I participated in the League of Librarians during the summer throwdown. What did this mean? That I read and recorded lots of pages while I was reading during the beginning of the summer. It was a great motivator to keep reading, and to see what other folks were reading as well.
I have a guest post over at The Brain Lair outlining 10 memorable books that I read during that time. It's a mix of tween, YA and adult, and I'm interested to see what you all think about these books. Not all of them have been or will be reviewed on Tweendom, so head on over to check them out!
Thursday, August 23, 2012
Thursday, August 09, 2012
Prairie's family inherited the farm from her mama's side of the family. New Paltz is where she grew up, and now the Evers family are trying to make a go of life by living off this small portion of land. Folks in town seem to have lots to say about this whole situation.
When Prairie and her mama are in town to pick up Prairie's new chicks, her mama leaves her in the malt shop while she runs some errands. While Prairie is sitting at the counter top, she overhears some women mention her mama's name. The women go on to talk all kinds of foolishness about her family-- how Prairie probably can't even read and isn't in school -- how her family probably doesn't have two pennies to rub together -- and it is everything Prairie can do to sit put and not give those women a piece of her mind.
One of those insults, however, is soon unfounded. Prairie's folks tell her that she has to enroll in school. Grammy has always taught Prairie before. They were explorers, learning about things that are interesting. How can she ever go to a school where she is trapped inside all day? How can she ever learn to raise her hand when she has something to say? Or not to blurt out an answer?
School is only made bearable by the one friend that Prairie sets on making. Her name is Ivy Blake. She's clearly a loner and a pretty quiet one at that, but Prairie seeks her out and soon they are spending lots of time together, and Prairie actually starts to feel happy. But as she slowly peels back the layers of Ivy's existence, Prairie realizes that things are not always as they seem.
Ellen Airgood has written a story of family, friendship and loss that while sad in measure is buoyed by an overarching feeling of hope. Even though Prairie and Ivy are misfits on their own, together they are strong and they even each other out. Ivy's family story is an intense one and is buffered by the Evers' family's cohesiveness. There is a Southern feeling to this story despite the setting, and while the idea of the importance of making family is loud and clear, the story never gets eclipsed by it. Prairie is a strong protagonist and readers are likely to admire her even as they cringe at her adjustments to school life.
Thursday, August 02, 2012
Callie loves theater. She is not the leading lady type, however. She prefers things back stage in the set department, which is where she will be working on her school's latest production; Moon Over Mississippi. She is busy putting up casting posters when she runs into twins Justin and Jesse. Justin is all about musical theater, while Jesse is a bit more on the shy side.
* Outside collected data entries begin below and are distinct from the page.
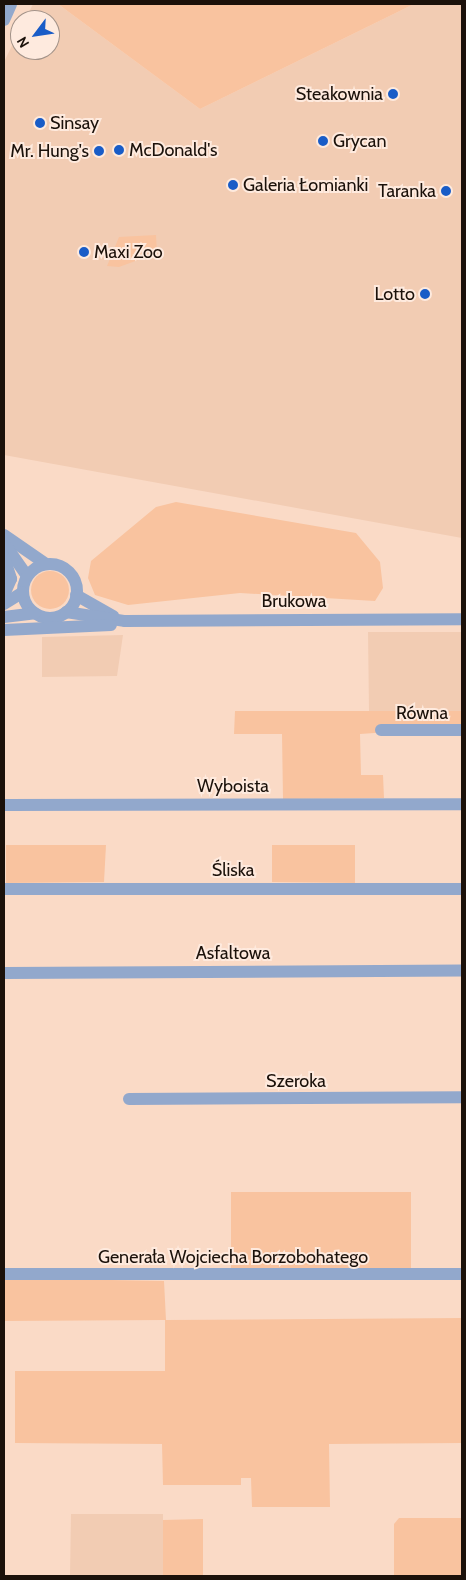 <!DOCTYPE html>
<meta charset="utf-8">
<style>
body{margin:0}
#map{position:relative;width:466px;height:1580px;overflow:hidden;background:#fadac6;font-family:Cabin,sans-serif}
div>[style]{position:absolute}
[style*='--x']{left:calc(var(--x)*1px);top:calc(var(--y)*1px);width:calc(var(--w)*1px);rotate:calc(var(--a)*1deg)}
.built>*{inset:0;background:#f2ccb3}
.green>*{inset:0;background:#f9c39f}
.round{border-radius:50%}
.minor>*{height:12px;margin:-6px;padding:0 6px;transform-origin:6px;border-radius:6px;background:#92a8cc}
.minor>.ring{margin:-6px;padding:0;box-sizing:content-box;background:none;border:12px solid #92a8cc;border-radius:50%}
.dots>*{width:14px;height:14px;translate:-50% -50%;box-sizing:border-box;border:2px solid #feeade;border-radius:50%}
span{translate:-50% -50%;white-space:nowrap;text-align:center;line-height:1.15;-webkit-text-stroke:4px #feeade;paint-order:stroke}
.poi-label{font-size:18px;color:#1b110a}
.right{translate:-100% -50%;text-align:right}
.left{translate:0 -50%;text-align:left}
.street-label{font-size:18px;color:#1b110a}
.frame{position:absolute;inset:0;border:5px solid #1b110a;pointer-events:none}
.north{position:absolute;left:10px;top:10px;width:50px;height:50px;box-sizing:border-box;background:#feeade;border:1px solid #a39389;border-radius:50%;rotate:239deg;font-size:14px;font-weight:700;line-height:20px;text-align:center;color:#1b110a}
.north::after{content:'';display:block;margin:auto;width:18px;height:22px;background:#195cc7;clip-path:polygon(50% 0,100% 100%,50% 72%,0 100%)}
</style>
<div id="map">
<div class="built">
<div style="clip-path:polygon(33px 4px,58px 4px,200px 109px,414px 4px,462px 4px,462px 538px,4px 455px,4px 62px,20px 29px,20px 50px,50px 50px,50px 20px,25px 20px)"></div>
<div style="clip-path:polygon(368px 632px,462px 632px,462px 711px,369px 711px)"></div>
<div style="clip-path:polygon(123px 635px,117px 676px,42px 677px,42px 637px)"></div>
<div style="clip-path:polygon(71px 1514px,163px 1514px,163px 1576px,70px 1576px)"></div>
</div>
<div class="green">
<div style="clip-path:polygon(58px 4px,414px 4px,200px 109px)"></div>
<div style="clip-path:polygon(156px 235px,157px 253px,119px 267px,107px 266px,119px 237px)"></div>
<div style="clip-path:polygon(176px 502px,356px 533px,380px 562px,383px 588px,375px 601px,240px 593px,128px 605px,95px 595px,88px 578px,91px 561px,156px 507px)"></div>
<div class="round" style="left:31px;top:571px;width:38px;height:38px"></div>
<div style="clip-path:polygon(235px 711px,462px 711px,462px 727px,360px 734px,361px 775px,383px 775px,384px 798px,283px 799px,282px 734px,234px 734px)"></div>
<div style="clip-path:polygon(6px 845px,106px 845px,104px 882px,6px 883px)"></div>
<div style="clip-path:polygon(272px 845px,355px 845px,355px 883px,272px 882px)"></div>
<div style="clip-path:polygon(231px 1192px,411px 1192px,411px 1270px,231px 1270px)"></div>
<div style="clip-path:polygon(4px 1278px,164px 1281px,166px 1320px,462px 1318px,462px 1443px,329px 1444px,330px 1507px,252px 1507px,251px 1478px,241px 1478px,241px 1485px,163px 1485px,162px 1444px,15px 1443px,15px 1371px,165px 1371px,165px 1320px,4px 1321px)"></div>
<div style="clip-path:polygon(399px 1518px,462px 1518px,462px 1576px,394px 1576px,394px 1524px)"></div>
<div style="clip-path:polygon(203px 1519px,203px 1576px,163px 1576px,163px 1520px)"></div>
</div>
<div class="minor">
<div style="--x:4;--y:20;--w:17;--a:-66"></div>
<div style="--x:4;--y:535;--w:51;--a:34.6"></div>
<div style="--x:4;--y:543;--w:40;--a:55.1"></div>
<div style="--x:4;--y:557;--w:23;--a:72"></div>
<div style="--x:11;--y:579;--w:17;--a:114"></div>
<div class="ring" style="left:23px;top:564px;width:42px;height:42px"></div>
<div style="--x:76;--y:595;--w:43;--a:29.6"></div>
<div style="--x:4;--y:604;--w:22;--a:-32"></div>
<div style="--x:66;--y:612;--w:60;--a:8.7"></div>
<div style="--x:125;--y:621;--w:337;--a:-0.3"></div>
<div style="--x:4;--y:617;--w:31;--a:-7"></div>
<div style="--x:4;--y:630;--w:107;--a:-2.7"></div>
<div style="--x:381;--y:730;--w:81;--a:0"></div>
<div style="--x:4;--y:805;--w:458;--a:-0.1"></div>
<div style="--x:4;--y:889;--w:458;--a:0"></div>
<div style="--x:4;--y:973;--w:458;--a:-0.3"></div>
<div style="--x:129;--y:1099;--w:333;--a:-0.3"></div>
<div style="--x:4;--y:1274;--w:458;--a:0"></div>
</div>
<div class="dots">
<div style="left:393px;top:94px;background:#195cc7"></div>
<div style="left:40px;top:123px;background:#195cc7"></div>
<div style="left:323px;top:141px;background:#195cc7"></div>
<div style="left:119px;top:150px;background:#195cc7"></div>
<div style="left:99px;top:151px;background:#195cc7"></div>
<div style="left:233px;top:185px;background:#195cc7"></div>
<div style="left:446px;top:191px;background:#195cc7"></div>
<div style="left:84px;top:252px;background:#195cc7"></div>
<div style="left:425px;top:294px;background:#195cc7"></div>
</div>
<div class="poi-label">
<span class="right" style="left:383px;top:94px">Steakownia</span>
<span class="left" style="left:50px;top:123px">Sinsay</span>
<span class="left" style="left:333px;top:141px">Grycan</span>
<span class="left" style="left:129px;top:150px">McDonald's</span>
<span class="right" style="left:89px;top:151px">Mr. Hung's</span>
<span class="left" style="left:243px;top:185px">Galeria Łomianki</span>
<span class="right" style="left:436px;top:191px">Taranka</span>
<span class="left" style="left:94px;top:252px">Maxi Zoo</span>
<span class="right" style="left:415px;top:294px">Lotto</span>
</div>
<div class="street-label">
<span style="left:294px;top:601px">Brukowa</span>
<span style="left:422px;top:713px">Równa</span>
<span style="left:233px;top:786px">Wyboista</span>
<span style="left:233px;top:870px">Śliska</span>
<span style="left:233px;top:953px">Asfaltowa</span>
<span style="left:296px;top:1081px">Szeroka</span>
<span style="left:233px;top:1257px">Generała Wojciecha Borzobohatego</span>
</div>
<div class="frame"></div>
<div class="north">N</div>
</div>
Even though Callie has been crushing on her friend Matt's big brother Greg, Jesse sets off a spark in Callie. Before long she is hanging out with Justin and Jesse and she discovers that Jesse is just as talented as his brother. She also discovers that Justin is gay. He's not super out, but it's not too hard to figure out if you pay attention.
Callie has set her sights on Jesse, but between the business of the musical, Greg's dipping into the picture, and Justin always being around, it feels like Jesse will never get the hint to invite her to the 8th grade formal. Once he finally gets to it, in true middle school dance fashion, it all hits the fan and many truths are revealed.
The beauty of Telgemeier's storytelling is that it's incredibly spot on. Each and every character is fully developed and believable. Readers will be rooting for and groaning at Callie in turn, and even if theater is the farthest thing from their reality, readers will know these kids. Relationships are everything in middle school, and Telgemeier gets that.
The art is signature, and since my copy is an arc, I cannot wait to see the finished product in full color. From the movement created by simple wonky eyes to the flop as Callie pours over a theater book she loves complete with air heart, the line is never crossed into caricatures. It is worth noting too, that the cast of characters is multicultural as well.
Drama should be in every school and public library, and preferably in multiple copies. This is a graphic novel that is sure to be every bit as well loved as the author's previous title Smile.